### [ASSIGNMENT]
An exact reproduction of all the entries below is required.

(Records from a data collection)
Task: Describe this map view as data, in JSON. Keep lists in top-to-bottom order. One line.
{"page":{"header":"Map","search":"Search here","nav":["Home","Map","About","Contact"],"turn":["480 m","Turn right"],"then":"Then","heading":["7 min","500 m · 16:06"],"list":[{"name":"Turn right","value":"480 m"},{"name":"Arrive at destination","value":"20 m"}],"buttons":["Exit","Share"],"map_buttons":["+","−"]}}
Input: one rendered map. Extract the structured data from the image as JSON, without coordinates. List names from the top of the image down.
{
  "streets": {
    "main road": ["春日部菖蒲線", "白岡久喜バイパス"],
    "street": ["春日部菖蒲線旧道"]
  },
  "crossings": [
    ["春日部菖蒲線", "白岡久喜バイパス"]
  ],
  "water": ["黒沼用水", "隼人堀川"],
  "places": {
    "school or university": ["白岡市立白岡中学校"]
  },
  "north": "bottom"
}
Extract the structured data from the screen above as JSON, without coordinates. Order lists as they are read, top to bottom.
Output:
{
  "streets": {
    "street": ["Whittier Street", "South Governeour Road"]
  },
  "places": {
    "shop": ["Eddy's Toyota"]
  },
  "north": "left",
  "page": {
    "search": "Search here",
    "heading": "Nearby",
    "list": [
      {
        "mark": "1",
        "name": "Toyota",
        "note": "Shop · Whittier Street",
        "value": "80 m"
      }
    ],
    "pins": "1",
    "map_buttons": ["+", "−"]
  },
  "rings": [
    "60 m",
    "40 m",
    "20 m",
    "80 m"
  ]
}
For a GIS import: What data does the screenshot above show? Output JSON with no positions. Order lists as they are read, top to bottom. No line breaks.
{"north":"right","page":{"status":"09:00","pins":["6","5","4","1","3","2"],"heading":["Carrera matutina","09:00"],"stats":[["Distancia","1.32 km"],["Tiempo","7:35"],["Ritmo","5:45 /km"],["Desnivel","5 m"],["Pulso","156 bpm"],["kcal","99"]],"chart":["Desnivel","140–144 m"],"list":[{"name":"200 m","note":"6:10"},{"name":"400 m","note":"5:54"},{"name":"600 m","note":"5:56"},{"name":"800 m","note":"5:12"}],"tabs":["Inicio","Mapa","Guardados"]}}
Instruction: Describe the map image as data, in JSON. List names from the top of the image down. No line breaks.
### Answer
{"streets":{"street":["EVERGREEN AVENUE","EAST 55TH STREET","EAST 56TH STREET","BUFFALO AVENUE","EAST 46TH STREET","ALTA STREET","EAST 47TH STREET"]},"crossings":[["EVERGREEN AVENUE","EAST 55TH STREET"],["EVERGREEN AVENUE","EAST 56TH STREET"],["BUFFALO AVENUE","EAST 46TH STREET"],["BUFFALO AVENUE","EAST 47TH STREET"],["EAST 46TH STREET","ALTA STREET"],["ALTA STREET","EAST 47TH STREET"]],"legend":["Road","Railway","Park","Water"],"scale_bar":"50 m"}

### [WRITTEN SOLUTION]
Task: Describe this map view as data, in JSON. Keep lists in top-to-bottom order. One line.
{"page":{"header":"Map","search":"Search here","nav":["Home","Map","About","Contact"],"turn":["480 m","Turn right"],"then":"Then","heading":["7 min","500 m · 16:06"],"list":[{"name":"Turn right","value":"480 m"},{"name":"Arrive at destination","value":"20 m"}],"buttons":["Exit","Share"],"map_buttons":["+","−"]}}
Input: one rendered map. Extract the structured data from the image as JSON, without coordinates. List names from the top of the image down.
{
  "streets": {
    "main road": ["春日部菖蒲線", "白岡久喜バイパス"],
    "street": ["春日部菖蒲線旧道"]
  },
  "crossings": [
    ["春日部菖蒲線", "白岡久喜バイパス"]
  ],
  "water": ["黒沼用水", "隼人堀川"],
  "places": {
    "school or university": ["白岡市立白岡中学校"]
  },
  "north": "bottom"
}
Extract the structured data from the screen above as JSON, without coordinates. Order lists as they are read, top to bottom.
Output:
{
  "streets": {
    "street": ["Whittier Street", "South Governeour Road"]
  },
  "places": {
    "shop": ["Eddy's Toyota"]
  },
  "north": "left",
  "page": {
    "search": "Search here",
    "heading": "Nearby",
    "list": [
      {
        "mark": "1",
        "name": "Toyota",
        "note": "Shop · Whittier Street",
        "value": "80 m"
      }
    ],
    "pins": "1",
    "map_buttons": ["+", "−"]
  },
  "rings": [
    "60 m",
    "40 m",
    "20 m",
    "80 m"
  ]
}
For a GIS import: What data does the screenshot above show? Output JSON with no positions. Order lists as they are read, top to bottom. No line breaks.
{"north":"right","page":{"status":"09:00","pins":["6","5","4","1","3","2"],"heading":["Carrera matutina","09:00"],"stats":[["Distancia","1.32 km"],["Tiempo","7:35"],["Ritmo","5:45 /km"],["Desnivel","5 m"],["Pulso","156 bpm"],["kcal","99"]],"chart":["Desnivel","140–144 m"],"list":[{"name":"200 m","note":"6:10"},{"name":"400 m","note":"5:54"},{"name":"600 m","note":"5:56"},{"name":"800 m","note":"5:12"}],"tabs":["Inicio","Mapa","Guardados"]}}
Instruction: Describe the map image as data, in JSON. List names from the top of the image down. No line breaks.
### Answer
{"streets":{"street":["EVERGREEN AVENUE","EAST 55TH STREET","EAST 56TH STREET","BUFFALO AVENUE","EAST 46TH STREET","ALTA STREET","EAST 47TH STREET"]},"crossings":[["EVERGREEN AVENUE","EAST 55TH STREET"],["EVERGREEN AVENUE","EAST 56TH STREET"],["BUFFALO AVENUE","EAST 46TH STREET"],["BUFFALO AVENUE","EAST 47TH STREET"],["EAST 46TH STREET","ALTA STREET"],["ALTA STREET","EAST 47TH STREET"]],"legend":["Road","Railway","Park","Water"],"scale_bar":"50 m"}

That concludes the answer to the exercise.